Why Manufacturers Should Embrace Carbon Accounting

As the imperative for global climate action intensifies and regulatory standards become more stringent, the manufacturing sector is under pressure to move beyond mere reporting of emissions to actively managing them.
An innovative system is evolving within the industrial landscape, transforming how manufacturers deal with carbon by assimilating it into the same frameworks currently used for financial transactions.
In an insightful article by Dominik Asam, Jürgen Ernstberger, and Gunther Friedl titled 'How Carbon Accounting Supports Corporate Decarbonisation', the concept of corporate emission reporting is extrapolated further, introducing the green ledger method.
This methodology allows carbon to be appraised with comparable auditability and strategic focus as monetary assets.
The foundation of manufacturing decarbonisation
Manufacturing enterprises have long relied on robust financial management systems embedded within Enterprise Resource Planning (ERP) platforms like SAP S/4HANA, known for their precision in monetary data management.
Dominik Asam, Chief Financial Officer of SAP and co-author of the article, emphasises this strategy: "We propose leveraging traditional financial management systems not only to track emissions across Scopes 1, 2 and 3 but to allocate them precisely to products and services via product carbon footprints (PCFs)."
This allocation is pivotal for manufacturers, enabling visibility of emissions beyond organisational confines and into individual transactions, product lines and cost centres.
This granular approach supports both adherence to sustainability regulations and informed decision-making throughout the entire value chain, critical for manufacturers aiming to maintain compliance and competitiveness in a sustainably driven market.
What is a green ledger?
Much like a financial ledger, a green ledger captures carbon emissions, serving as an alternative accounting measure. Integrated within ERP systems, it facilitates:
- Granular data collection encompasses energy consumption, supply chains, logistics and workforce commuting.
- Carbon tracking by Scope (Scope 1: direct emissions, Scope 2: purchased electricity, Scope 3: value chains upstream/downstream).
- Product-level carbon accounting through PCFs.
- Internal alignment between environmental and financial key performance indicators (KPIs).
- Regulatory compliance with standards such as the EU CSRD and the US SEC’s climate disclosure rules.
The key to genuine progress in manufacturing decarbonisation lies in a familiar place: the company’s financial systems," observes Gunther Friedl, Managing Director at Dieter Schwarz Stiftung, Professor, Former Dean at TUM School of Management and co-author of the article.
Global emission reporting
SAP S/4HANA provides manufacturing businesses the ability to establish carbon accounts parallel to financial accounts.

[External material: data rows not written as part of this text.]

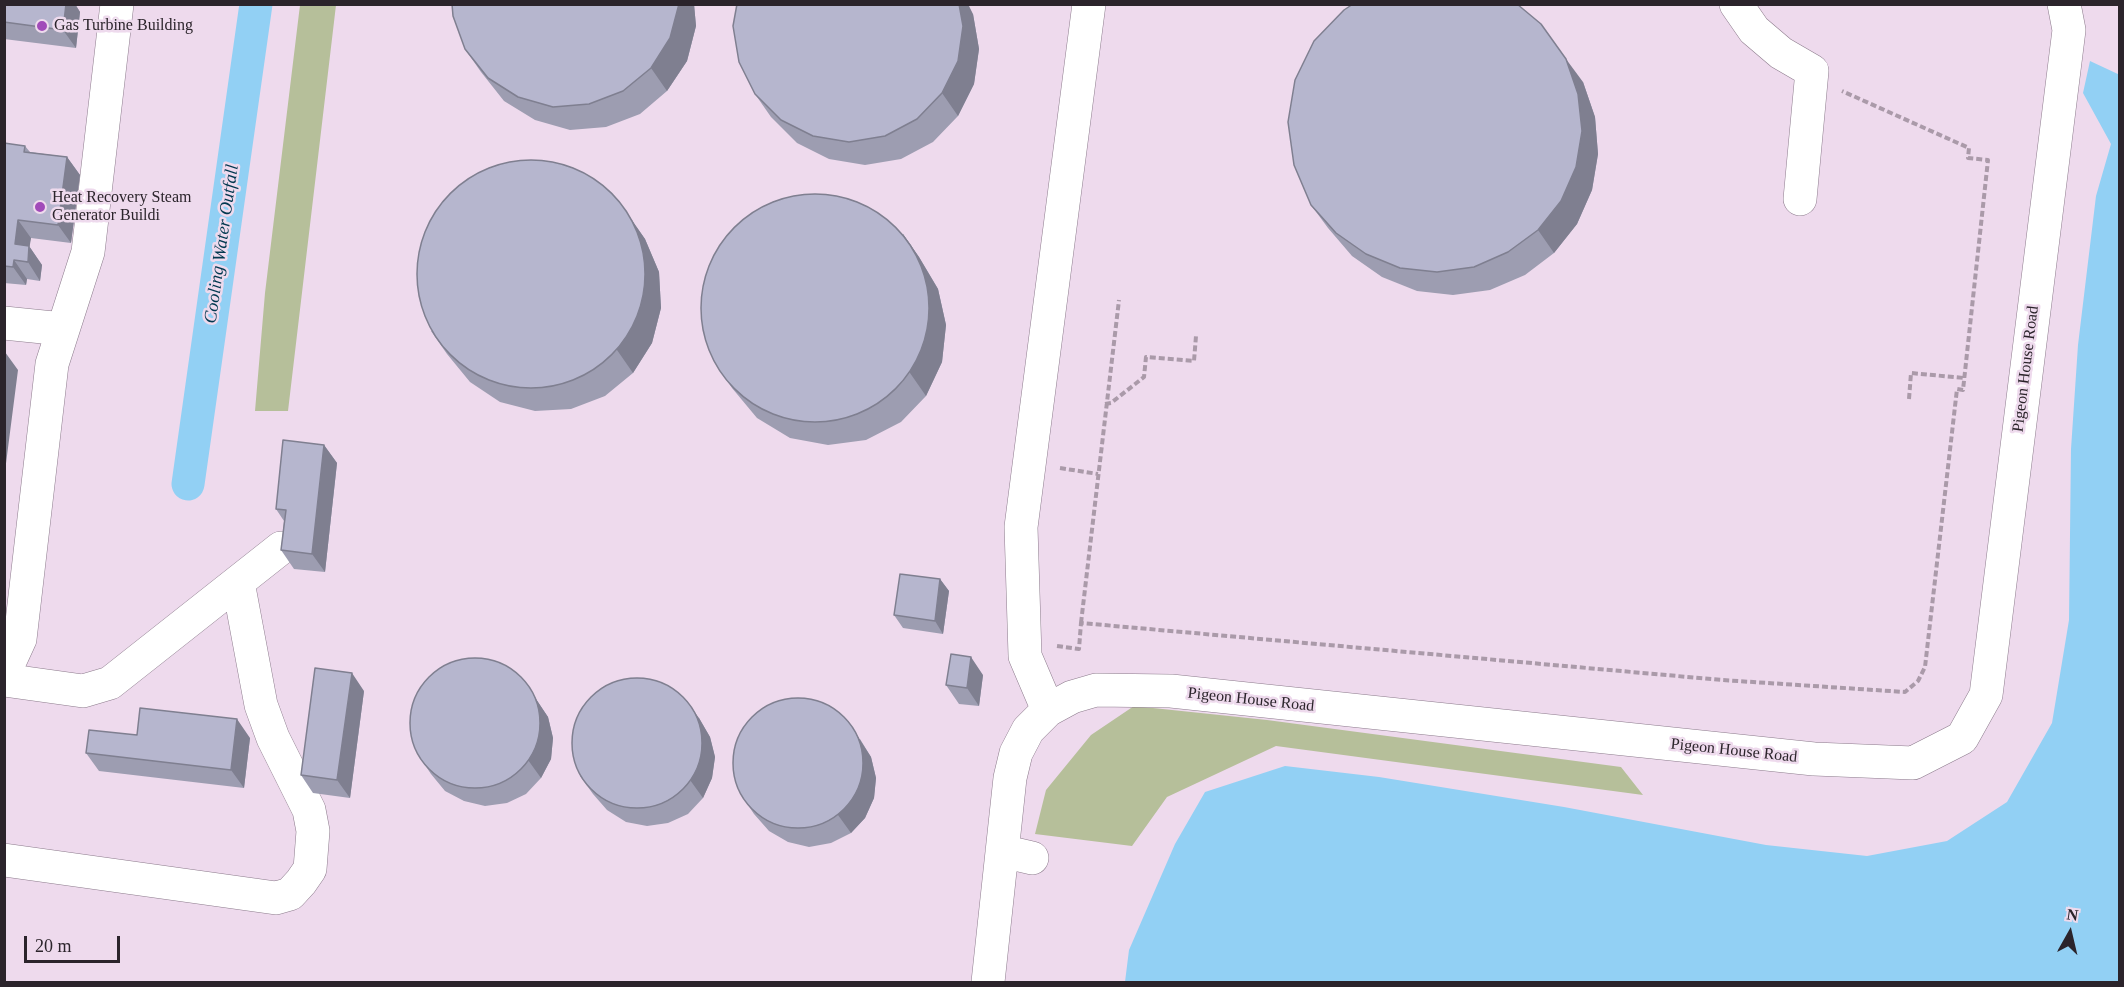 <!DOCTYPE html>
<style>
body{margin:0}
#map{position:relative;width:2124px;height:987px;overflow:hidden;background:#eedaed;font-family:"Times New Roman",serif}
canvas{display:block}
.frame{position:absolute;inset:0;border:6px solid #2b242b;pointer-events:none}
.north{position:absolute;left:2040px;top:903px;width:60px;height:60px;-webkit-text-stroke:4px #eedaed;paint-order:stroke;rotate:8deg;font-size:16px;font-weight:700;line-height:24px;text-align:center;color:#2b242b}
.north::after{content:'';display:block;margin:auto;width:21px;height:27px;background:#2b242b;clip-path:polygon(50% 0,100% 100%,50% 72%,0 100%)}
.scale{position:absolute;left:24px;top:936px;width:96px;height:27px;box-sizing:border-box;border:3px solid #2b242b;border-top:0;padding-left:8px;font-size:18px;line-height:21px;white-space:nowrap;color:#2b242b;-webkit-text-stroke:4px #eedaed;paint-order:stroke}
</style>
<div id="map">
<canvas width="2124" height="987"></canvas>
<div class="frame"></div>
<div class="north">N</div>
<div class="scale">20 m</div>
</div>
<script>
const ctx = document.querySelector('canvas').getContext('2d');
ctx.lineJoin = 'round';
function fillPath(path, color) { ctx.fillStyle = color; ctx.fill(path, 'evenodd'); }
const poly = rows => new Path2D(rows.map(r => 'M' + r).join(''));
function stroke(path, color, width, dash) { ctx.strokeStyle = color; ctx.lineWidth = width; ctx.lineCap = dash ? 'butt' : 'round'; ctx.setLineDash(dash || []); ctx.stroke(path); }
function write(font, color, halo, rows, align = 'center') {
  ctx.font = font + ' "Times New Roman",serif'; ctx.lineWidth = 5; ctx.setLineDash([]); ctx.textBaseline = 'middle'; ctx.strokeStyle = halo; ctx.fillStyle = color; for (const [text, x, y, turn = 0] of rows) {
    ctx.save(); ctx.translate(x, y); ctx.rotate((+turn || 0) * Math.PI / 180); ctx.textAlign = isNaN(turn) ? turn : align; if (halo) ctx.strokeText(text, 0, 0); ctx.fillText(text, 0, 0); ctx.restore();
  }
}
fillPath(poly([
 [300,5,336,5,288,411,255,411,265,293],
 [1134,706,1267,720,1621,767,1643,795,1276,746,1167,797,1132,846,1035,834,1046,790,1091,735]
]), '#b6bf9a');
fillPath(poly([
 [2090,61,2120,75,2119,982,1125,982,1129,950,1175,844,1205,792,1285,766,1379,777,1564,807,1766,845,1867,856,1947,841,2007,802,2052,723,2069,620,2071,449,2078,345,2096,196,2111,144,2083,93]
]), '#92d0f4');
stroke(poly([
 [188,484,256,4]
]), '#92d0f4', 33);
const minor = poly([
 [1736,4,1754,30,1781,53,1812,71,1800,199],
 [4,323,63,329],
 [4,674,20,639,52,364,88,252,117,4],
 [4,680,83,691,110,683,281,548],
 [1048,710,1025,656,1021,527,1089,4],
 [1002,851,1032,858],
 [4,860,276,898,290,894,301,882,310,869,313,831,309,810,273,738,261,705,238,582],
 [988,982,1010,778,1016,753,1028,730,1048,710,1072,697,1096,690,1171,691,1814,759,1913,763,1962,738,1986,695,2069,30,2064,4]
]);
stroke(minor, '#8c7b8c', 34);
stroke(poly([
 [1909,399,1911,373,1964,378],
 [1105,404,1111,403,1144,377,1146,357,1194,361,1196,336],
 [1060,468,1098,474],
 [1081,623,1119,300],
 [1057,646,1079,649,1081,623,1722,680,1905,692,1918,681,1925,667,1957,389,1963,390,1988,160,1968,158,1969,148,1842,91]
]), '#aa9aa9', 4, [6, 3]);
stroke(minor, '#fff', 33);
fillPath(poly([
 [4,4,75,4,80,12,76,48,4,39],
 [452,4,694,4,696,26,687,61,667,91,640,114,606,127,570,130,535,120,504,101,481,72,465,49],
 [973,14,979,49,974,84,958,116,933,142,901,159,865,165,829,159,797,143,771,117,755,94],
 [1583,82,1595,117,1598,154,1592,190,1577,224,1554,253,1525,275,1490,290,1453,295,1417,291,1382,277,1352,256,1328,228,1311,205],
 [4,143,25,146,30,152,67,157,80,175,71,243,31,238,29,246,42,265,40,281,27,279,26,285,4,283],
 [629,216,645,239,659,272,661,308,652,343,633,373,605,396,571,409,535,411,500,402,470,382,447,354,431,331],
 [903,234,919,257,938,289,946,325,942,362,926,396,901,422,866,440,828,445,790,438,757,418,732,388,716,365],
 [324,445,337,463,325,572,294,569,281,550,284,521,276,509],
 [940,579,949,591,943,634,903,628,894,615],
 [983,675,979,706,959,704,946,685],
 [524,681,548,717,553,738,551,759,541,778,526,794,507,803,485,806,464,801,445,791,431,774,419,756],
 [364,691,350,798,313,793,301,775],
 [699,718,710,737,715,757,712,778,703,798,688,814,668,823,647,826,626,822,607,810,593,794,580,776],
 [137,735,250,738,244,788,99,771,86,753],
 [860,739,871,757,876,778,874,798,865,818,851,833,831,843,809,847,788,842,769,831,754,814,742,796]
]), '#9d9db1');
fillPath(poly([
 [63,4,75,4,80,12,76,48,63,30],
 [679,4,694,4,696,26,687,61,667,91,651,68],
 [959,4,968,4,973,14,979,49,974,84,958,116,942,93],
 [1566,59,1583,82,1595,117,1598,154,1592,190,1577,224,1554,253,1538,230],
 [67,157,80,175,71,243,58,225],
 [629,216,645,239,659,272,661,308,652,343,633,373,617,350],
 [18,220,31,238,27,263,15,244],
 [903,234,919,257,938,289,946,325,942,362,926,396,910,373],
 [29,246,42,265,40,281,28,262],
 [14,260,27,279,26,285,13,267],
 [5,352,18,370,4,479,4,358],
 [324,445,337,463,325,572,312,554],
 [940,579,949,591,943,634,935,621],
 [971,657,983,675,979,706,967,688],
 [352,673,364,691,350,798,337,780],
 [524,681,548,717,553,738,551,759,541,778,528,760],
 [686,700,699,718,710,737,715,757,712,778,703,798,690,780],
 [237,719,250,738,244,788,231,770],
 [848,721,871,757,876,778,874,798,865,818,851,833,838,815]
]), '#7f7f90');
const building = poly([
 [4,4,66,4,63,30,4,22,4,4],
 [452,4,679,4,670,38,651,68,623,91,589,104,553,107,518,97,488,78,465,49,453,16,452,4],
 [737,4,959,4,963,26,958,61,942,93,917,119,885,136,849,142,813,136,781,120,755,94,739,62,733,26,737,4],
 [1353,4,1517,4,1541,24,1566,59,1578,94,1582,131,1576,167,1561,201,1538,230,1508,252,1474,267,1437,272,1400,268,1366,254,1336,233,1311,205,1294,165,1288,122,1295,80,1314,41,1344,10,1353,4],
 [4,143,25,146,24,152,67,157,58,225,18,220,15,244,29,246,28,262,14,260,13,267,4,266,4,143],
 '417 274a114 114 0 1 1 228 0a114 114 0 1 1-228 0Z',
 '701 308a114 114 0 1 1 228 0a114 114 0 1 1-228 0Z',
 [283,440,324,445,312,554,281,550,286,510,276,509,283,440],
 [900,574,940,579,935,621,894,615,900,574],
 [951,654,971,657,967,688,946,685,951,654],
 '410 723a65 65 0 1 1 130 0a65 65 0 1 1-130 0Z',
 [315,668,352,673,337,780,301,775,315,668],
 '572 743a65 65 0 1 1 130 0a65 65 0 1 1-130 0Z',
 '733 763a65 65 0 1 1 130 0a65 65 0 1 1-130 0Z',
 [140,708,237,719,231,770,86,753,89,730,137,735,140,708]
]);
fillPath(building, '#b6b6ce');
stroke(building, '#7f7f90', 1.5);
for (const [x, y, r, color] of [
 [42,26,6,"#a14bb9"],
 [40,207,6,"#a14bb9"]
]) { const dot = new Path2D(); dot.arc(x, y, r, 0, 2 * Math.PI); ctx.fillStyle = color; ctx.fill(dot); stroke(dot, '#eedaed', 2); }
write('16px', '#2b242b', '#eedaed', [
 ["Gas Turbine Building",54,26],
 ["Heat Recovery Steam",52,198],
 ["Generator Buildi",52,216]
], 'left');
write('16px', '#2b242b', '#eedaed', [
 ["Pigeon House Road",2026,369,-83],
 ["Pigeon House Road",1251,700,6],
 ["Pigeon House Road",1734,751,6]
]);
write('italic 18px', '#01384f', '#eedaed', [
 ["Cooling Water Outfall",222,244,-82]
]);
</script>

"By integrating PCFs into ERP systems like SAP S/4HANA, companies can assess and manage emissions at the transaction and product level, linking environmental data with financial metrics," writes Dominik Asam.
This strategy embarks on the creation of a green ledger where carbon receives equivalent scrutiny as monetary resources in decision-making.
For instance, the emissions from direct manufacturing activities, energy usage and supply chain inputs can be meticulously documented and reported, aligning environmental accountability with operational excellence.
In light of evolving regulatory demands, manufacturing entities are becoming indispensable in adhering to new mandates surrounding greenhouse gas emissions, all converging with the Greenhouse Gas Protocol.
Globally, regulatory bodies such as the US SEC and the European Union's CSRD have initiated new rules and reporting requirements that will integrate sustainability metrics into standard business procedures.
By facilitating real-time emissions tracking, technologies like smart meters and integrated supplier databases empower manufacturers to adapt swiftly to regulatory landscapes while maintaining transparency.
As we venture further into a future driven by a decarbonised economy, manufacturing leaders who integrate carbon tracking into their ERP systems will not only fortify compliance but champion proactive sustainability as a core component of corporate strategy.